Augmented reality (AR), for example, can let consumers see what that sofa, flooring or paint color will look like in their living room before they take the plunge. Virtual reality (VR) experiences can immerse shoppers in experiences, such as concerts or conferences, from the comforts and convenience of their home.
AR and VR help provide more enriching shopping experiences and bridge the gaps between physical and digital commerce.
Why it matters: While these technologies can enhance and personalise the shopping experience, they can also potentially open the door to more CNP transactions and ultimately chargebacks. While AR and VR are filling the gaps between shopping in person and online, there’s still a chance that something a shopper buys isn’t exactly as it appears through those technologies. When that happens, customers may be more likely to dispute charges.
4. Voice-activated search and shopping
More shopping today is happening via smart speakers such as Alexa and Google Home, and growth of voice recognition speakers is expected to soar. One analysis found that 35% of U.S. households had a smart speaker in 2019 and projected that 75% would have them by 2025.
Voice-driven interactions give customers more of a “self-serve” experience, as they use vocal commands to get the information they need and find products or services they’re looking for both locally at physical merchants and online. (“Hey Alexa, order more cat food.”).
Voice-directed customer service is also picking up, as companies make it easier for customers to ask specific product- or service-related questions directed to a particular merchant through, say, Alexa, to get fast answers.
Why it matters: While voice-activated shopping can give customers another easy way to buy from you, it could also potentially increase the number and types of transaction disputes—as people may mistakenly order things they didn’t intend to—as well as impact how disputes happen.
5. Biometrics-driven authentication
“Active” biometrics—such as using thumbprints or facial recognition to verify identities and authenticate users of banking and other services—have become commonplace. But increasingly, companies are realising that asking customers to take these extra steps is unnecessary and are turning instead to “passive” biometrics to eliminate the friction and improve the overall user experience.
Passive biometrics rely on analysis of behaviors, such as how fast someone types or how they move their computer mouse. People will start “seeing” less active biometrics as they increasingly run seamlessly in the background. What this ultimately means is that the authentication process will continue to reduce fraud and create less friction for the shopper—it’s a connection of data points working together to make the customer experience more secure while also less burdensome.
Overall, biometric technologies are expected to increase significantly, growing at a 13.4% compound annual growth rate (CAGR) between 2020 and 2024.
Why it matters: Biometrics are one part of taking a layered approach to fraud. Digital authentication helps reduce disputes. Read more about passive biometrics here.
6. “Versionless” cloud technology
As cloud software-as-a-service (SaaS) applications become the go-to, companies that rely on them are benefiting from the time and hassle savings of not having to update their software.

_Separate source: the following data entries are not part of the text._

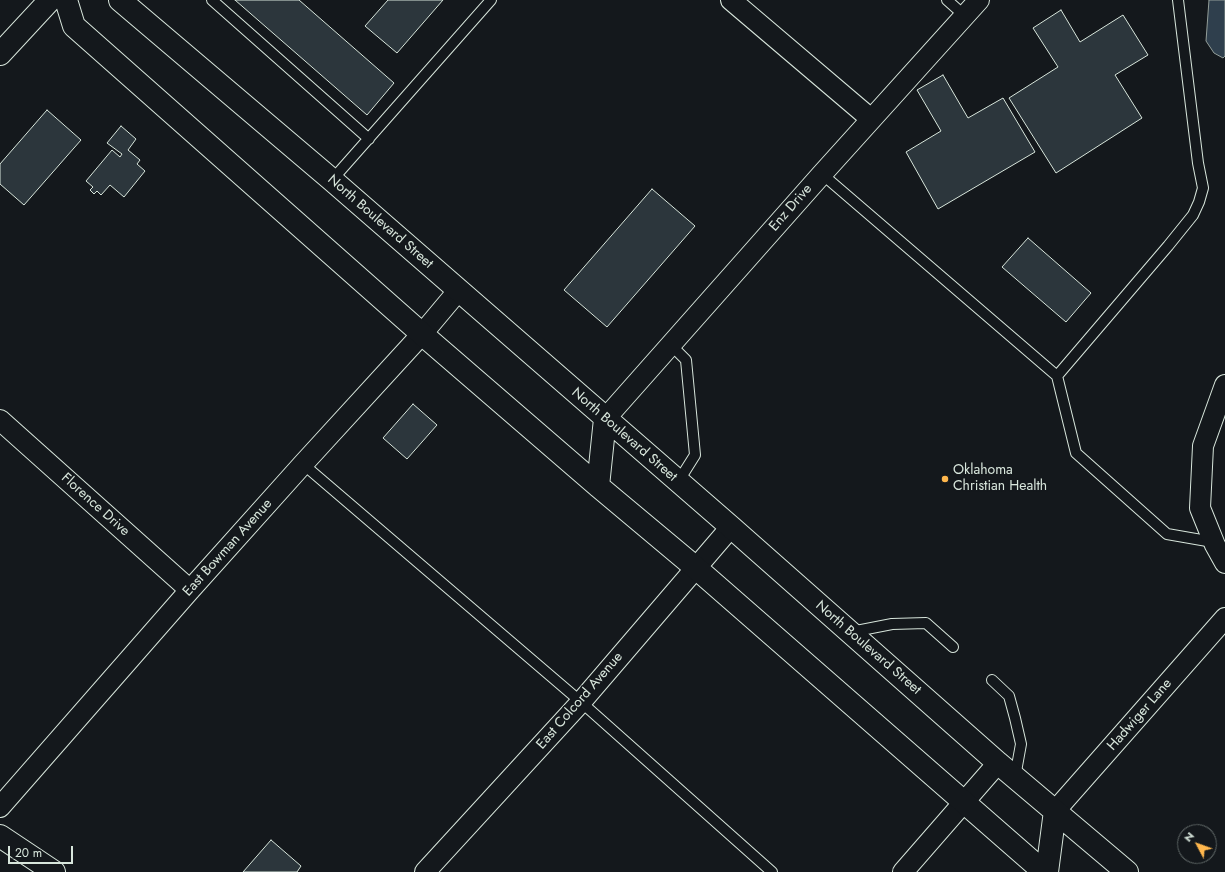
<!DOCTYPE html>
<html>
<head>
<meta charset="utf-8">
<style>
	body { margin:0 }
	#map { position:relative; width:1225px; height:872px; overflow:hidden; background:#14181c; font-family:Jost,sans-serif }
	canvas { display:block }
	.north { position:absolute; left:1177px; top:824px; width:40px; height:40px; box-sizing:border-box; background:#14181c; border:1px solid #626a69; border-radius:50%; rotate:311deg; font-size:11px; font-weight:700; line-height:16px; text-align:center; color:#d8e6dc }
	.north::after { content:''; display:block; margin:auto; width:14px; height:18px; background:#ffb74d; clip-path:polygon(50% 0,100% 100%,50% 72%,0 100%) }
	.scale { position:absolute; left:8px; top:846px; width:65px; height:18px; box-sizing:border-box; border:2px solid #d8e6dc; border-top:0; padding-left:5px; font-size:12px; line-height:14px; white-space:nowrap; color:#d8e6dc; -webkit-text-stroke:3px #14181c; paint-order:stroke }
</style>
</head>
<body>
<div id="map">
<canvas width="1225" height="872"></canvas>
<div class="north">N</div>
<div class="scale">20 m</div>
</div>
<script>
const c = document.querySelector('canvas').getContext('2d');
c.lineJoin = 'round';
function fillPath(path, color) {
  c.fillStyle = color;
  c.fill(path, 'evenodd');
}
function poly(rows) {
  const path = new Path2D();
  for (const r of rows) {
    path.moveTo(r[0], r[1]);
    for (let i = 2; i < r.length; i += 2) path.lineTo(r[i], r[i + 1]);
  }
  return path;
}
function strokePath(path, color, width, dash) {
  c.strokeStyle = color;
  c.lineWidth = width;
  c.lineCap = dash ? 'butt' : 'round';
  c.setLineDash(dash || []);
  c.stroke(path);
}
function label(font, color, halo, rows, align = 'center') {
  c.font = font + ' Jost,sans-serif';
  c.lineWidth = 3;
  c.setLineDash([]);
  c.textBaseline = 'middle';
  c.strokeStyle = halo;
  c.fillStyle = color;
  for (const [text, x, y, turn = 0] of rows) {
    c.save();
    c.translate(x, y);
    c.rotate((+turn || 0) * Math.PI / 180);
    c.textAlign = isNaN(turn) ? turn : align;
    if (halo) c.strokeText(text, 0, 0);
    c.fillText(text, 0, 0);
    c.restore();
  }
}
const water = poly([
	[1209,0,1225,0,1225,56,1223,58,1214,53,1206,41,1209,0]
]);
fillPath(water, '#2f3f4d');
strokePath(water, '#939e99', 1);
const building = poly([
	[235,0,299,0,394,83,367,115,235,0],
	[388,0,443,0,397,53,365,26,388,0],
	[1061,10,1080,42,1123,15,1148,55,1115,75,1142,118,1056,173,1009,98,1058,67,1033,28,1061,10],
	[943,75,968,118,1003,98,1035,152,938,209,906,152,941,131,917,90,943,75],
	[47,110,81,140,24,205,0,184,0,164,47,110],
	[121,126,136,139,128,150,140,160,137,164,145,171,124,197,110,185,101,195,97,191,94,194,90,190,93,187,86,181,112,150,120,157,122,154,107,143,121,126],
	[652,189,695,226,607,327,564,290,652,189],
	[1028,238,1091,293,1066,322,1002,267,1028,238],
	[413,404,437,425,407,459,383,438,413,404],
	[271,840,301,866,297,872,243,872,271,840]
]);
fillPath(building, '#2c363c');
strokePath(building, '#d8e6dc', 1);
const service = poly([
	[212,0,369,139],
	[947,0,965,16],
	[822,174,1057,376,1076,453,1167,534,1213,542],
	[332,180,491,0],
	[671,345,686,360,695,455,678,482],
	[1057,376,1168,246,1193,215,1199,202,1203,188,1198,163,1178,0],
	[303,464,581,702,772,872],
	[851,632,892,624,926,623,953,647],
	[992,680,1009,696,1015,718,1021,744,1015,777]
]);
const minor = poly([
	[731,0,871,119],
	[1225,385,1203,446,1200,508,1215,545,1225,563],
	[605,419,822,174,979,0],
	[0,420,190,590],
	[0,807,190,590,303,464,422,334,458,291],
	[1055,811,1225,618],
	[425,872,581,702,731,527],
	[903,872,998,763]
]);
const secondary = poly([
	[66,0,74,26,422,334,598,486,696,568,1044,872],
	[120,0,332,180,731,527,998,763,1127,872],
	[0,54,50,0],
	[598,486,605,419],
	[0,836,54,872],
	[1047,872,1055,811]
]);
strokePath(service, '#d8e6dc', 12);
strokePath(minor, '#d8e6dc', 22);
strokePath(secondary, '#d8e6dc', 24);
strokePath(service, '#14181c', 10);
strokePath(minor, '#14181c', 20);
strokePath(secondary, '#14181c', 22);
for (const [x, y, r, color] of [
	[945,479,4,"#ffb74d"]
]) {
  const dot = new Path2D();
  dot.arc(x, y, r, 0, 2 * Math.PI);
  c.fillStyle = color;
  c.fill(dot);
  strokePath(dot, '#14181c', 1.5);
}
label('14px', '#d8e6dc', '#14181c', [
	["Enz Drive",791,208,-49],
	["North Boulevard Street",380,222,41],
	["North Boulevard Street",624,435,41],
	["Florence Drive",95,505,42],
	["East Bowman Avenue",228,548,-48],
	["North Boulevard Street",868,648,41],
	["East Colcord Avenue",580,701,-49],
	["Hadwiger Lane",1140,715,-49]
]);
label('14px', '#d8e6dc', '#14181c', [
	["Oklahoma",953,471],
	["Christian Health",953,487]
], 'left');
</script>
</body>
</html>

New features and versions are integrated automatically and any glitches are resolved without requiring companies to download a “patch.”
Gartner has estimated that cloud services—which includes SaaS applications—will grow worldwide from $270 billion in 2020 to $397 billion in 2022.
Why it matters: Cloud-based applications are big game-changer as they make technology investments less time-consuming and ultimately less costly—meaning it’s far easier for companies to leverage new technology.
Staying Ahead on Fintech
The rapid acceleration of digital transformation happening right now means merchants can’t risk falling behind. They must be digital-ready and embrace technologies that provide the customer experience that people want and expect. At the core of this, each new technology changes the customer experience and fraud strategy for businesses. While there is great opportunity, it’s important to also understand the downstream impacts they pose – so you can choose the right tools that will adapt and scale to help keep your experience seamless, and your fraud and chargebacks low.